Fight Club ends just before Project Mayhem detonates bombs in the basements of multiple buildings housing credit records, signaling the beginning of a new age of “financial equilibrium” for Tyler and his followers. (“If you delete the debt record, we’re all back to zero,” the narrator says to the cops when detailing the idea.) “It’ll cause havoc.”) Is this, however, the end of the quest, or merely the beginning?
Tyler imagined a scenario where leather-wearing, subsistence-farming survivors of the apocalypse live out their lives surrounded by crumbling, outmoded monuments to consumerism in an earlier lecture.

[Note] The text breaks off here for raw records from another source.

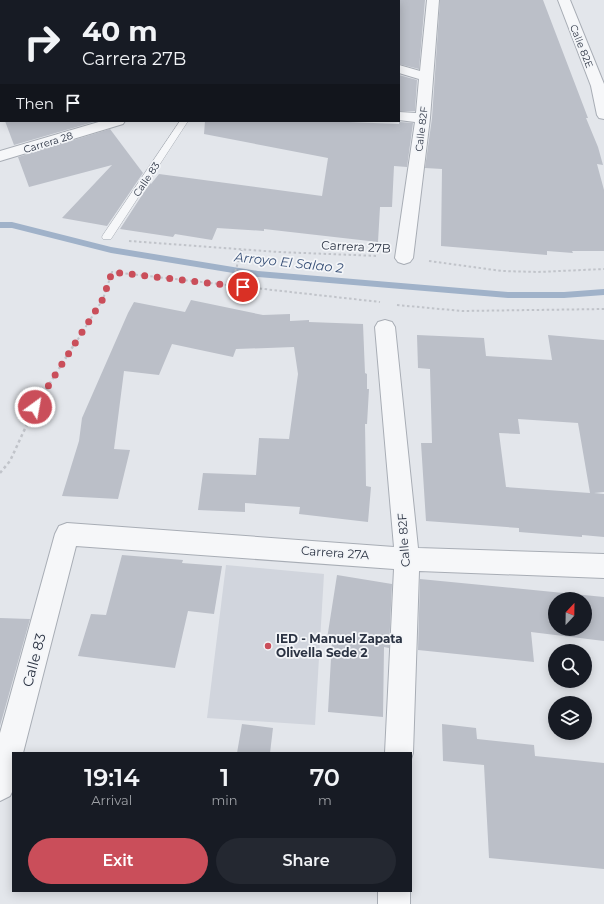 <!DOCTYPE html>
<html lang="en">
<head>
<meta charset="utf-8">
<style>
  :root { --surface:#171b24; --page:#242831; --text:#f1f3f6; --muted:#9ea1a6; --accent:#ca4e5a }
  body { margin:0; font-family:Montserrat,sans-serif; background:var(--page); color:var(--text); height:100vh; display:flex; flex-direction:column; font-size:15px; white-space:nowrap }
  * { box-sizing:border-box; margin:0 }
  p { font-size:13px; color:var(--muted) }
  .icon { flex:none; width:22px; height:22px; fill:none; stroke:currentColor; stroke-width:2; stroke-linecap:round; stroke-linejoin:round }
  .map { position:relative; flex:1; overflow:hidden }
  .details { position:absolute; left:12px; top:752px; width:400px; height:140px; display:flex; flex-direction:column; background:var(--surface); border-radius:0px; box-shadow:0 2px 10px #0003 }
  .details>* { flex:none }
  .top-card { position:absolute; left:0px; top:0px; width:400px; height:122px; box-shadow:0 2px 10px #0003; background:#171b24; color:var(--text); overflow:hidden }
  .needle { width:26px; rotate:22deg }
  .fabs { position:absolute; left:548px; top:592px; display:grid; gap:8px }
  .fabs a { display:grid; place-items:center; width:44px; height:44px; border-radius:50%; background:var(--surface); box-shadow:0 2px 10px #0003; font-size:20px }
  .pin { position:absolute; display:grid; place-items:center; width:34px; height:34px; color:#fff; margin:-17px; border:2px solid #fff; border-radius:50%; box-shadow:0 1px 4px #0007 }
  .me { position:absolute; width:44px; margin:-22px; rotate:32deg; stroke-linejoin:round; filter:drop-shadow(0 0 3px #0008) }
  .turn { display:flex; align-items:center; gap:14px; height:84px; padding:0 16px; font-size:18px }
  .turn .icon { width:52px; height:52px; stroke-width:2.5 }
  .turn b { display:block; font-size:28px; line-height:34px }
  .then { display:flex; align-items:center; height:38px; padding:0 16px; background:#0003; gap:8px; font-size:15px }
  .eta { display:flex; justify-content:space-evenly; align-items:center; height:68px; text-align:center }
  .eta b { font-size:24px; font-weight:600; line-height:28px }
  .button { display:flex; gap:8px; margin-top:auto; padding:8px 16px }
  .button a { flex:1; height:46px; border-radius:24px; background:var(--accent); color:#fff; font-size:16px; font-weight:600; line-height:46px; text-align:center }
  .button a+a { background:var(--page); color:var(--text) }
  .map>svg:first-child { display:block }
  .built { fill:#d1d5dd }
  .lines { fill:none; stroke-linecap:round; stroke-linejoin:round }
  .stream { fill:#a0b2c9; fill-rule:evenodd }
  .building { fill:#bbbfc8; fill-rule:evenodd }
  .service-casing { stroke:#a8adb5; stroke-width:1 }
  .minor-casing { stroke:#a8adb5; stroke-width:2 }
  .path-far1 { stroke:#c1c4ca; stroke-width:2; stroke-dasharray:2.5 2.5; stroke-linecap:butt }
  .path { stroke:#c1c4ca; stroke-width:2.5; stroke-dasharray:3 3; stroke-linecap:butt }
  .service { fill:#f6f7f9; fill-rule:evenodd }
  .minor { fill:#f6f7f9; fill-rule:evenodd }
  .route { stroke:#ca4e5a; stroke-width:7; stroke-dasharray:0 12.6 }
  .poi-dot { fill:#ca4e5a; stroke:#f3f5f8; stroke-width:1.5 }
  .labels { text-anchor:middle; stroke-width:3.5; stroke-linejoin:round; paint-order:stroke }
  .far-street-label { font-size:10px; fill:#2b3343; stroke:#f3f5f8 }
  .street-label { font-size:12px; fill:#2b3343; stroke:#f3f5f8 }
  .poi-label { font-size:12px; font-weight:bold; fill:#2b3343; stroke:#f3f5f8; text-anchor:start }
  .water-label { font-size:13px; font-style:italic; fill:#374f76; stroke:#f3f5f8 }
  .near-street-label { font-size:14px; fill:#2b3343; stroke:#f3f5f8 }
</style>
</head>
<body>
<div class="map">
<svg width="604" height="904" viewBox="0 0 604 904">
  <rect width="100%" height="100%" fill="#e3e6eb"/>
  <path class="built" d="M 226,565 L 324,574 L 315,725 L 207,718 Z"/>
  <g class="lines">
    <path class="stream" d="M 0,222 L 12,222 L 111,247 L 258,271 L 508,292 L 564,292 L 604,289 L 604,295 L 564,298 L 508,298 L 258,277 L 111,253 L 12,228 L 0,228 Z"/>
  </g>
  <g class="building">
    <path d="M 399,0 L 425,0 L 419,69 L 399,64 Z"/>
    <path d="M 440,0 L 543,0 L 588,118 L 586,118 L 598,147 L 603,165 L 597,164 L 604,190 L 604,251 L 572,251 L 573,253 L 547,251 L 547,255 L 441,246 L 442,169 L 425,168 L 432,118 Z"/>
    <path d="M 399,75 L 417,80 L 415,111 L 399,111 Z"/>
    <path d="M 5,121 L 97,121 L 14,145 Z"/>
    <path d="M 205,121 L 323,121 L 399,124 L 399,122 L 413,123 L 407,167 L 394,166 L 392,207 L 380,207 L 378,242 L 264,229 L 264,231 L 217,228 L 212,240 L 175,234 L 173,237 L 120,229 L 150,183 L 151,184 L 159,174 L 322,196 L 328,158 L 204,134 Z"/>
    <path d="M 110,129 L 143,173 L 107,226 L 62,218 L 112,165 L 29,187 L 18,157 Z"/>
    <path d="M 191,300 L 263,315 L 290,314 L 290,321 L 309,320 L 309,322 L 363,324 L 365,373 L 367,374 L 367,389 L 369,389 L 367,424 L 365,424 L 366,486 L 371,487 L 368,522 L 299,514 L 300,507 L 245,503 L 245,512 L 198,510 L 203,473 L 256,475 L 259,438 L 289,439 L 298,374 L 294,347 L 236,349 L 233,357 L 172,344 L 159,375 L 124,371 L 114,449 L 130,450 L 118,499 L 62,496 L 79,441 L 82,418 L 128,313 L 134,302 L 185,312 Z"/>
    <path d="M 417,335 L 484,338 L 486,356 L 552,360 L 548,335 L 604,340 L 604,492 L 594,493 L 604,494 L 604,537 L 582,535 L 582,537 L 519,532 L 519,528 L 426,521 L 421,443 L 432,443 L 430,369 L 418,368 ZM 518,419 L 578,423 L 590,493 L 506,487 L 499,433 L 520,434 Z"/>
    <path d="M 122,555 L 183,560 L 182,563 L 222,566 L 214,614 L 188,611 L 175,668 L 78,656 L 91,614 L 106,615 Z"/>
    <path d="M 337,575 L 392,584 L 389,648 L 384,647 L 383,717 L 328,712 L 332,640 L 327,639 Z"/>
    <path d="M 420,579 L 604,597 L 604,641 L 531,632 L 534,662 L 418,650 ZM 555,599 L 585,599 L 585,629 L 555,629 Z"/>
    <path d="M 0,618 L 30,619 L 0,726 Z"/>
    <path d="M 242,724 L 273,728 L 270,753 L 237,753 Z"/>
    <path d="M 442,724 L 476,728 L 477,739 L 534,745 L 535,756 L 604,763 L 604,869 L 489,858 L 484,765 L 443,761 Z"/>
  </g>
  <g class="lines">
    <defs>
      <g id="service">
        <rect x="235" y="0" width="8" height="1"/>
        <rect x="0" y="89" width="1" height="4"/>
        <path d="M 180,121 L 188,121 L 111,239 L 103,239 L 102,237 L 103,235 Z"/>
      </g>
      <g id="minor">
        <rect x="92" y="0" width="12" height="1"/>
        <path d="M 427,0 L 439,0 L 430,118 L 413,258 L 410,262 L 404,264 L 398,262 L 395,258 L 415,122 L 399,120 L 399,112 L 416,113 L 419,79 L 399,73 L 399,65 L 420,71 Z"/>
        <path d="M 558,0 L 570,0 L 604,84 L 604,119 L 599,118 L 597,115 L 591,86 Z"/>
        <rect x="0" y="36" width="1" height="8"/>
        <path d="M 102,121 L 125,121 L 123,124 L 0,161 L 0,151 Z"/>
        <path d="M 385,320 L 392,322 L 395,327 L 418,548 L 604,554 L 604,578 L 419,571 L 413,753 L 411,759 L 411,753 L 385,753 L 394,569 L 76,546 L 23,753 L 13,753 L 13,790 L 10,796 L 0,801 L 0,733 L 55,534 L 59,526 L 67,523 L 394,547 L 375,327 L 378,322 Z"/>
        <rect x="378" y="891" width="32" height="13"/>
      </g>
    </defs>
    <use href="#service" class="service-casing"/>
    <use href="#minor" class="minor-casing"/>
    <g class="path-far1">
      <path d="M 129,241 L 278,252 L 378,256"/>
      <path d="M 429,261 L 502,271 L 538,272 L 604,269"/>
      <path d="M 231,286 L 242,249"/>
      <path d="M 397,305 L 462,311 L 604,309"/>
      <path d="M 75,344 L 103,299 L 112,272 L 380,302"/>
    </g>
    <path class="path" d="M 0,473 L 10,461 L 35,407 L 75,343"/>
    <use href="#service" class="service"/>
    <use href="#minor" class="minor"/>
  </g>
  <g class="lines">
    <path class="route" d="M 35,407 L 103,299 L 112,272 L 243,287"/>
  </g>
  <circle class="poi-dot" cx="268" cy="646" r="4"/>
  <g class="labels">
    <g class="far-street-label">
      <text transform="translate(582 46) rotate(68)" y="4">Calle 82E</text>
      <text transform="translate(421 129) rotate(-83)" y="4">Calle 82F</text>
      <text transform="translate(48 142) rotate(-17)" y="4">Carrera 28</text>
      <text transform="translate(146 179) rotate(-56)" y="4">Calle 83</text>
    </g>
    <g class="street-label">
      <text transform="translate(356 247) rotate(3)" y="4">Carrera 27B</text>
      <text transform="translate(404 540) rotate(-94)" y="4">Calle 82F</text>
      <text transform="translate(335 553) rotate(4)" y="4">Carrera 27A</text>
    </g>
    <g class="poi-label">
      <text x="276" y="643">IED - Manuel Zapata<tspan x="276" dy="14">Olivella Sede 2</tspan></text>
    </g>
    <g class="water-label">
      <text transform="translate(289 262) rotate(6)" y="5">Arroyo El Salao 2</text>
    </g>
    <g class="near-street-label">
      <text transform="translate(34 660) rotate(-75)" y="5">Calle 83</text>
    </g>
  </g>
</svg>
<div class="fabs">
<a><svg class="needle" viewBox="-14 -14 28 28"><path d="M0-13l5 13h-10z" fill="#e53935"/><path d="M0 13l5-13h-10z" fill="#9ea1a6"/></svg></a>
<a><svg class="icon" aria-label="search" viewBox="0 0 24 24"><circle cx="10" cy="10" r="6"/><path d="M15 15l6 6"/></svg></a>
<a><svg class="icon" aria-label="layers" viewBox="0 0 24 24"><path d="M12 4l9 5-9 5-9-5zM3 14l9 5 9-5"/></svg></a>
</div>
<div class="pin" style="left:243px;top:287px;background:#d93025"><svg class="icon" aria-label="arrive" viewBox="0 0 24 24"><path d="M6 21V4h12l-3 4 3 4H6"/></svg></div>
<svg class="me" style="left:35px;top:407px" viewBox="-20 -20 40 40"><circle r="17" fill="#ca4e5a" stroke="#fff" stroke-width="3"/><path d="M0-11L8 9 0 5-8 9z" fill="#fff"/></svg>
<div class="top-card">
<div class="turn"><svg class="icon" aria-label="right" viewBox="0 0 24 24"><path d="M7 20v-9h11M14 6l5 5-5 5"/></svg><div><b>40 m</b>Carrera 27B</div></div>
<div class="then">Then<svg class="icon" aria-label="arrive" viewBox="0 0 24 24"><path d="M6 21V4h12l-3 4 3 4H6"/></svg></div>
</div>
<section class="details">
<div class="eta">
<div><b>19:14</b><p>Arrival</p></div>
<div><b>1</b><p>min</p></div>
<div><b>70</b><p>m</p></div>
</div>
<div class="button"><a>Exit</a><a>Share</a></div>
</section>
</div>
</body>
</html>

When you consider that dozens of independent, anarchist Project Mayhem cells had formed across the United States by the time the Narrator regained control of his faculties. All populated by Space Monkeys willing to risk their lives for a better world. It’s a safe bet that these explosions are just the start of an apocalyptic destruct-a-thon designed to permanently dismantle the system.
Is there a moral to this story?
Tyler Durden’s incessant Nietzschean lectures about the inevitability of death. The futility of ladder-climbing in Fight Club has a lot to say about the pitfalls of our consumer society. “Advertising keeps us pursuing cars, clothes, and performing jobs we don’t like, so we can buy things we don’t need,” he claims. However, although Tyler’s nihilism is undeniable, the film’s message is less so. For one thing, even after putting a bullet in his head to kill Tyler, the Narrator never truly embraces that viewpoint. For another, Fight Club accidentally instills a corporate capitalist, all-American work ethic in its anarchist cult leader: just look how much you can achieve if you work hard, believe in yourself, and never, ever sleep!